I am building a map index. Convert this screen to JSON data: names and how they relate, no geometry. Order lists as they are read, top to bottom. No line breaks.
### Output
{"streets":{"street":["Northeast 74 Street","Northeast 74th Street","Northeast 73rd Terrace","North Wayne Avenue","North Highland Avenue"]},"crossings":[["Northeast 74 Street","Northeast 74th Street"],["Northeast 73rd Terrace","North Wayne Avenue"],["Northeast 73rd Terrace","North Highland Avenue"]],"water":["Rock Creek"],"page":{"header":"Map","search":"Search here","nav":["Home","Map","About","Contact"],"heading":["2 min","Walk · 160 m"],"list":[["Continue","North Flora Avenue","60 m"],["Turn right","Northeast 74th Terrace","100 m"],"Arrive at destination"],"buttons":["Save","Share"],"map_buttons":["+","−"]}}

-- ABOUT THIS TASK --
Each line above is to be reproduced exactly. Leave none out.

-- EXERCISE RESULT --
I am building a map index. Convert this screen to JSON data: names and how they relate, no geometry. Order lists as they are read, top to bottom. No line breaks.
### Output
{"streets":{"street":["Northeast 74 Street","Northeast 74th Street","Northeast 73rd Terrace","North Wayne Avenue","North Highland Avenue"]},"crossings":[["Northeast 74 Street","Northeast 74th Street"],["Northeast 73rd Terrace","North Wayne Avenue"],["Northeast 73rd Terrace","North Highland Avenue"]],"water":["Rock Creek"],"page":{"header":"Map","search":"Search here","nav":["Home","Map","About","Contact"],"heading":["2 min","Walk · 160 m"],"list":[["Continue","North Flora Avenue","60 m"],["Turn right","Northeast 74th Terrace","100 m"],"Arrive at destination"],"buttons":["Save","Share"],"map_buttons":["+","−"]}}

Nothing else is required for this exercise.